PROBLEM TO SOLVE. Could you copy the records below exactly, leaving out any pictures?

Collected data:
——————
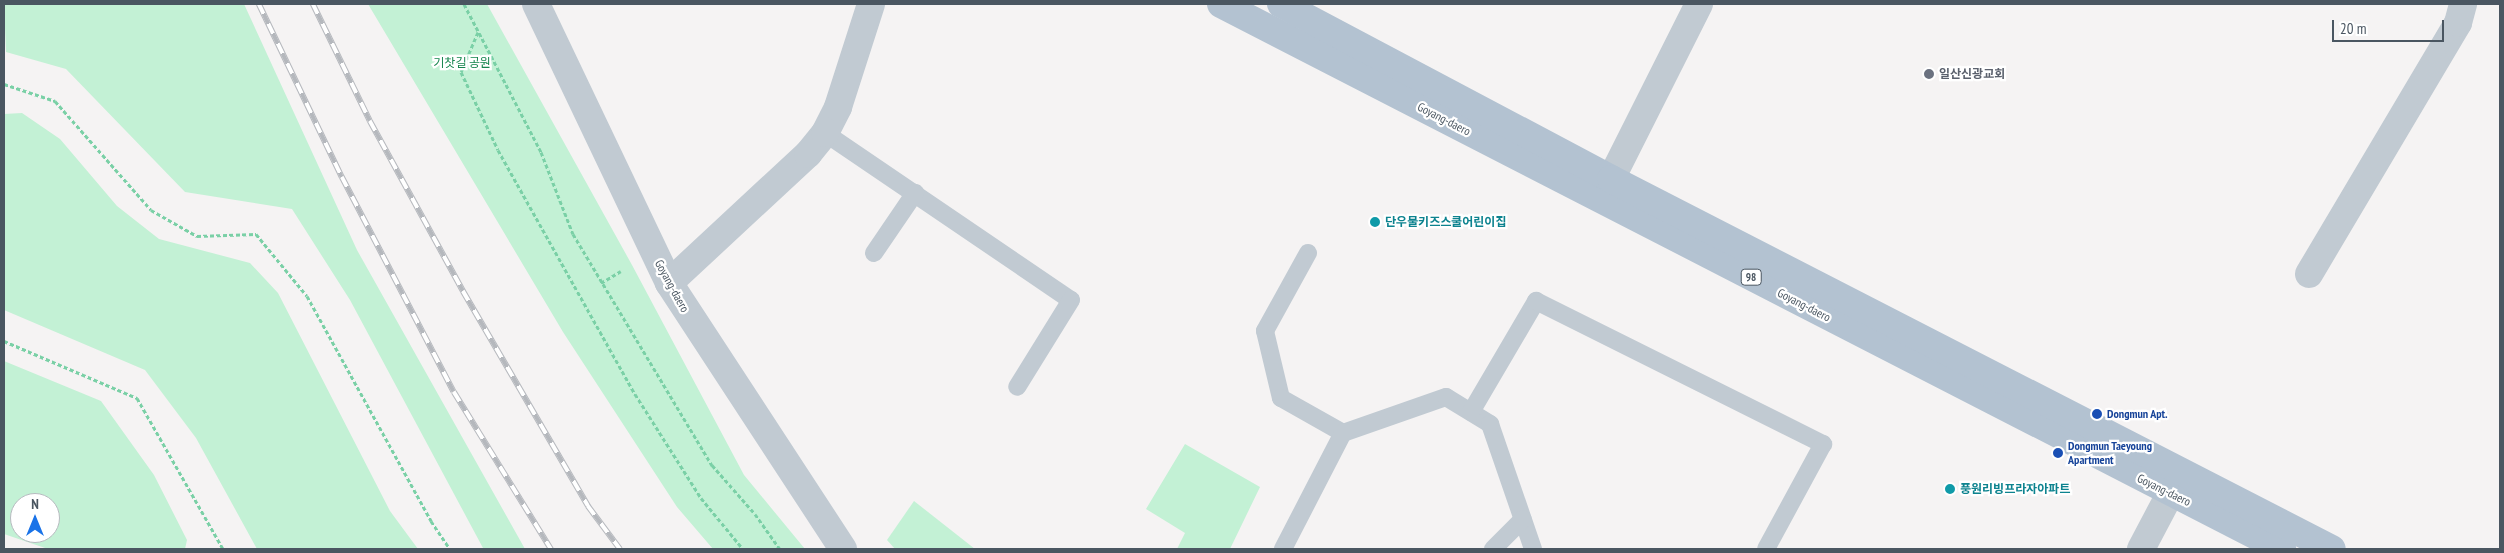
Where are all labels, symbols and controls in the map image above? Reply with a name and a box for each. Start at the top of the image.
scale bar [2334,10,2446,42]
text: 20 m [2340,19,2366,38]
park label: 기찻길 공원 [433,56,491,70]
place label: 일산신광교회 [1939,67,2005,81]
marker: 일산신광교회 [1923,68,1935,80]
street label: Goyang-daero [1415,99,1473,139]
place label: 단우물키즈스쿨어린이집 [1385,215,1506,229]
marker: 단우물키즈스쿨어린이집 [1369,216,1381,228]
street label: Goyang-daero [652,257,692,315]
road number: 98 [1740,268,1762,286]
street label: Goyang-daero [1775,285,1833,325]
place label: Dongmun Apt. [2107,407,2168,421]
marker: Dongmun Apt. [2091,408,2103,420]
place label: Dongmun Taeyoung Apartment [2068,439,2152,467]
marker: Dongmun Taeyoung Apartment [2052,447,2064,459]
street label: Goyang-daero [2135,471,2193,509]
place label: 풍원리빙프라자아파트 [1960,482,2070,496]
marker: 풍원리빙프라자아파트 [1944,483,1956,495]
north arrow [10,493,60,543]
text: N [31,495,39,513]

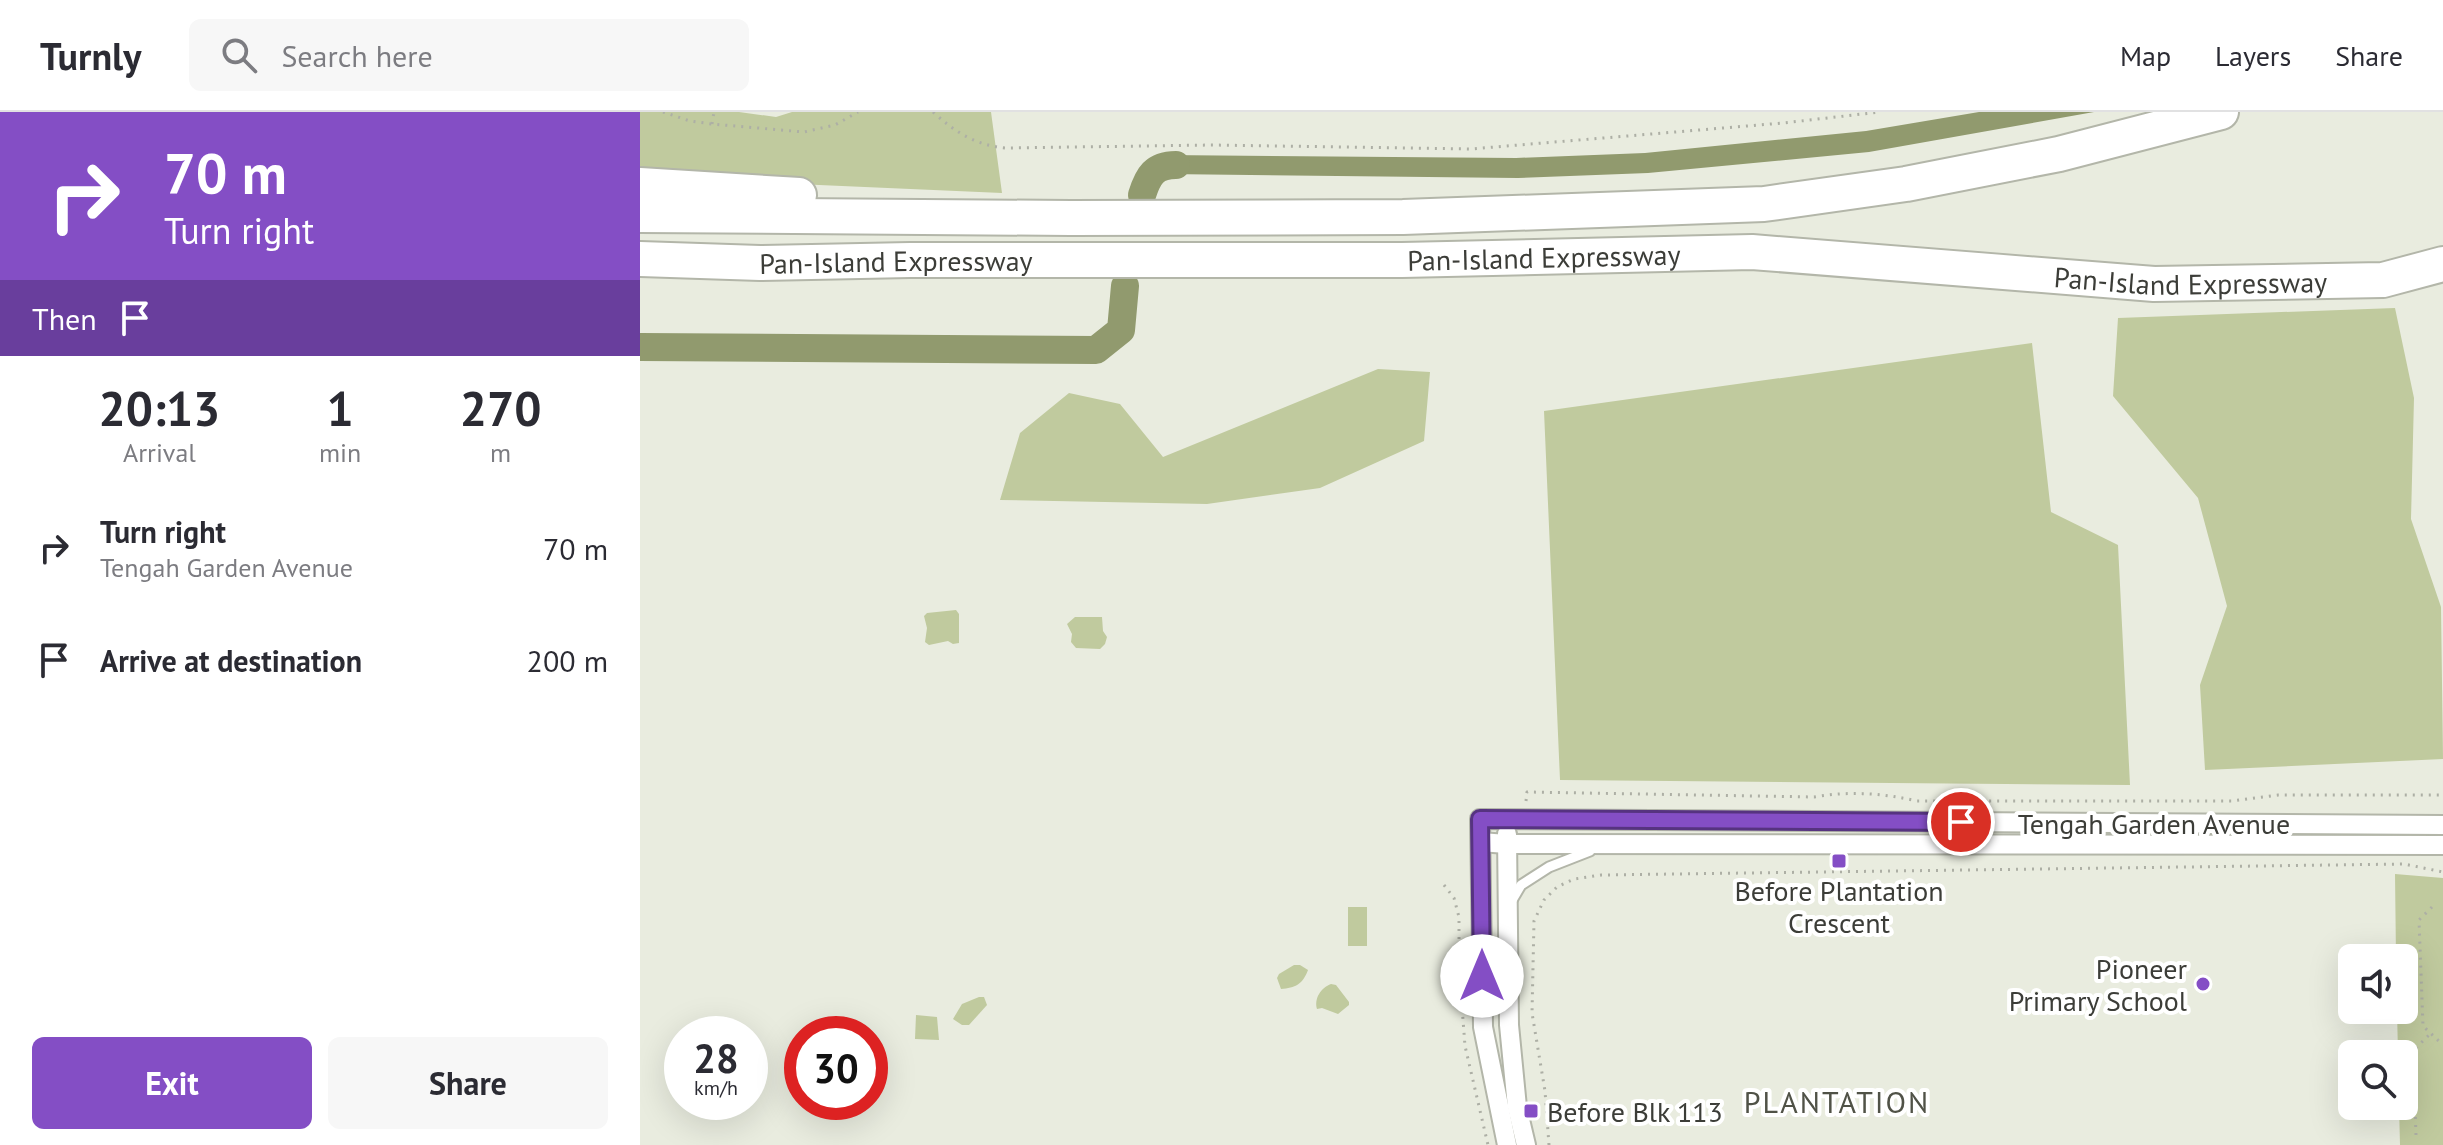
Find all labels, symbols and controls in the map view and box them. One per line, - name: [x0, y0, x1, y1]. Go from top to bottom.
- search box: [189, 19, 749, 91]
- text: Turnly: [40, 31, 141, 80]
- icon: search: [217, 33, 261, 77]
- text: Search here: [281, 36, 433, 75]
- text: Map: [2120, 37, 2171, 74]
- text: Layers: [2215, 37, 2291, 74]
- text: Share: [2335, 37, 2403, 74]
- text: 70 m: [164, 137, 287, 209]
- icon: right: [32, 144, 136, 248]
- text: Turn right: [164, 207, 314, 254]
- street label: Pan-Island Expressway: [1407, 235, 1681, 278]
- street label: Pan-Island Expressway: [759, 242, 1033, 282]
- street label: Pan-Island Expressway: [2053, 258, 2328, 303]
- icon: arrive: [113, 296, 157, 340]
- text: Then: [32, 299, 97, 338]
- text: 20:13: [99, 377, 220, 439]
- text: 1: [326, 377, 354, 439]
- text: 270: [460, 377, 541, 439]
- text: Arrival: [123, 436, 196, 469]
- text: min: [319, 436, 361, 469]
- text: m: [490, 436, 511, 469]
- text: Turn right: [100, 512, 226, 551]
- icon: right: [32, 526, 76, 570]
- text: 70 m: [543, 529, 608, 568]
- text: Tengah Garden Avenue: [100, 551, 353, 584]
- icon: arrive: [32, 638, 76, 682]
- text: Arrive at destination: [100, 641, 362, 680]
- text: 200 m: [527, 641, 608, 680]
- pin: [1927, 788, 1995, 856]
- icon: arrive: [1939, 800, 1983, 844]
- street label: Tengah Garden Avenue: [2018, 805, 2290, 842]
- marker: Before Plantation Crescent: [1830, 852, 1848, 870]
- place label: Before Plantation Crescent: [1734, 872, 1944, 941]
- position arrow: [1440, 934, 1524, 1018]
- map controls: [2338, 944, 2418, 1120]
- button: sound: [2338, 944, 2418, 1024]
- place label: Pioneer Primary School: [2009, 950, 2187, 1019]
- marker: Pioneer Primary School: [2194, 975, 2212, 993]
- speed limit sign: 30: [784, 1016, 888, 1120]
- text: 28: [693, 1032, 739, 1084]
- button: Exit: [32, 1037, 312, 1129]
- button: Share: [328, 1037, 608, 1129]
- button: search: [2338, 1040, 2418, 1120]
- text: km/h: [694, 1075, 738, 1101]
- district label: PLANTATION: [1744, 1082, 1930, 1121]
- place label: Before Blk 113: [1547, 1093, 1723, 1130]
- marker: Before Blk 113: [1522, 1102, 1540, 1120]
——————
SOLVED EXERCISE.
Where are all labels, symbols and controls in the map image above? Reply with a name and a box for each. Start at the top of the image.
scale bar [2334,10,2446,42]
text: 20 m [2340,19,2366,38]
park label: 기찻길 공원 [433,56,491,70]
place label: 일산신광교회 [1939,67,2005,81]
marker: 일산신광교회 [1923,68,1935,80]
street label: Goyang-daero [1415,99,1473,139]
place label: 단우물키즈스쿨어린이집 [1385,215,1506,229]
marker: 단우물키즈스쿨어린이집 [1369,216,1381,228]
street label: Goyang-daero [652,257,692,315]
road number: 98 [1740,268,1762,286]
street label: Goyang-daero [1775,285,1833,325]
place label: Dongmun Apt. [2107,407,2168,421]
marker: Dongmun Apt. [2091,408,2103,420]
place label: Dongmun Taeyoung Apartment [2068,439,2152,467]
marker: Dongmun Taeyoung Apartment [2052,447,2064,459]
street label: Goyang-daero [2135,471,2193,509]
place label: 풍원리빙프라자아파트 [1960,482,2070,496]
marker: 풍원리빙프라자아파트 [1944,483,1956,495]
north arrow [10,493,60,543]
text: N [31,495,39,513]

Find all labels, symbols and controls in the map view and box them. One per line, - name: [x0, y0, x1, y1]. Go from top to bottom.
- search box: [189, 19, 749, 91]
- text: Turnly: [40, 31, 141, 80]
- icon: search: [217, 33, 261, 77]
- text: Search here: [281, 36, 433, 75]
- text: Map: [2120, 37, 2171, 74]
- text: Layers: [2215, 37, 2291, 74]
- text: Share: [2335, 37, 2403, 74]
- text: 70 m: [164, 137, 287, 209]
- icon: right: [32, 144, 136, 248]
- text: Turn right: [164, 207, 314, 254]
- street label: Pan-Island Expressway: [1407, 235, 1681, 278]
- street label: Pan-Island Expressway: [759, 242, 1033, 282]
- street label: Pan-Island Expressway: [2053, 258, 2328, 303]
- icon: arrive: [113, 296, 157, 340]
- text: Then: [32, 299, 97, 338]
- text: 20:13: [99, 377, 220, 439]
- text: 1: [326, 377, 354, 439]
- text: 270: [460, 377, 541, 439]
- text: Arrival: [123, 436, 196, 469]
- text: min: [319, 436, 361, 469]
- text: m: [490, 436, 511, 469]
- text: Turn right: [100, 512, 226, 551]
- icon: right: [32, 526, 76, 570]
- text: 70 m: [543, 529, 608, 568]
- text: Tengah Garden Avenue: [100, 551, 353, 584]
- icon: arrive: [32, 638, 76, 682]
- text: Arrive at destination: [100, 641, 362, 680]
- text: 200 m: [527, 641, 608, 680]
- pin: [1927, 788, 1995, 856]
- icon: arrive: [1939, 800, 1983, 844]
- street label: Tengah Garden Avenue: [2018, 805, 2290, 842]
- marker: Before Plantation Crescent: [1830, 852, 1848, 870]
- place label: Before Plantation Crescent: [1734, 872, 1944, 941]
- position arrow: [1440, 934, 1524, 1018]
- map controls: [2338, 944, 2418, 1120]
- button: sound: [2338, 944, 2418, 1024]
- place label: Pioneer Primary School: [2009, 950, 2187, 1019]
- marker: Pioneer Primary School: [2194, 975, 2212, 993]
- speed limit sign: 30: [784, 1016, 888, 1120]
- text: 28: [693, 1032, 739, 1084]
- button: Exit: [32, 1037, 312, 1129]
- button: Share: [328, 1037, 608, 1129]
- button: search: [2338, 1040, 2418, 1120]
- text: km/h: [694, 1075, 738, 1101]
- district label: PLANTATION: [1744, 1082, 1930, 1121]
- place label: Before Blk 113: [1547, 1093, 1723, 1130]
- marker: Before Blk 113: [1522, 1102, 1540, 1120]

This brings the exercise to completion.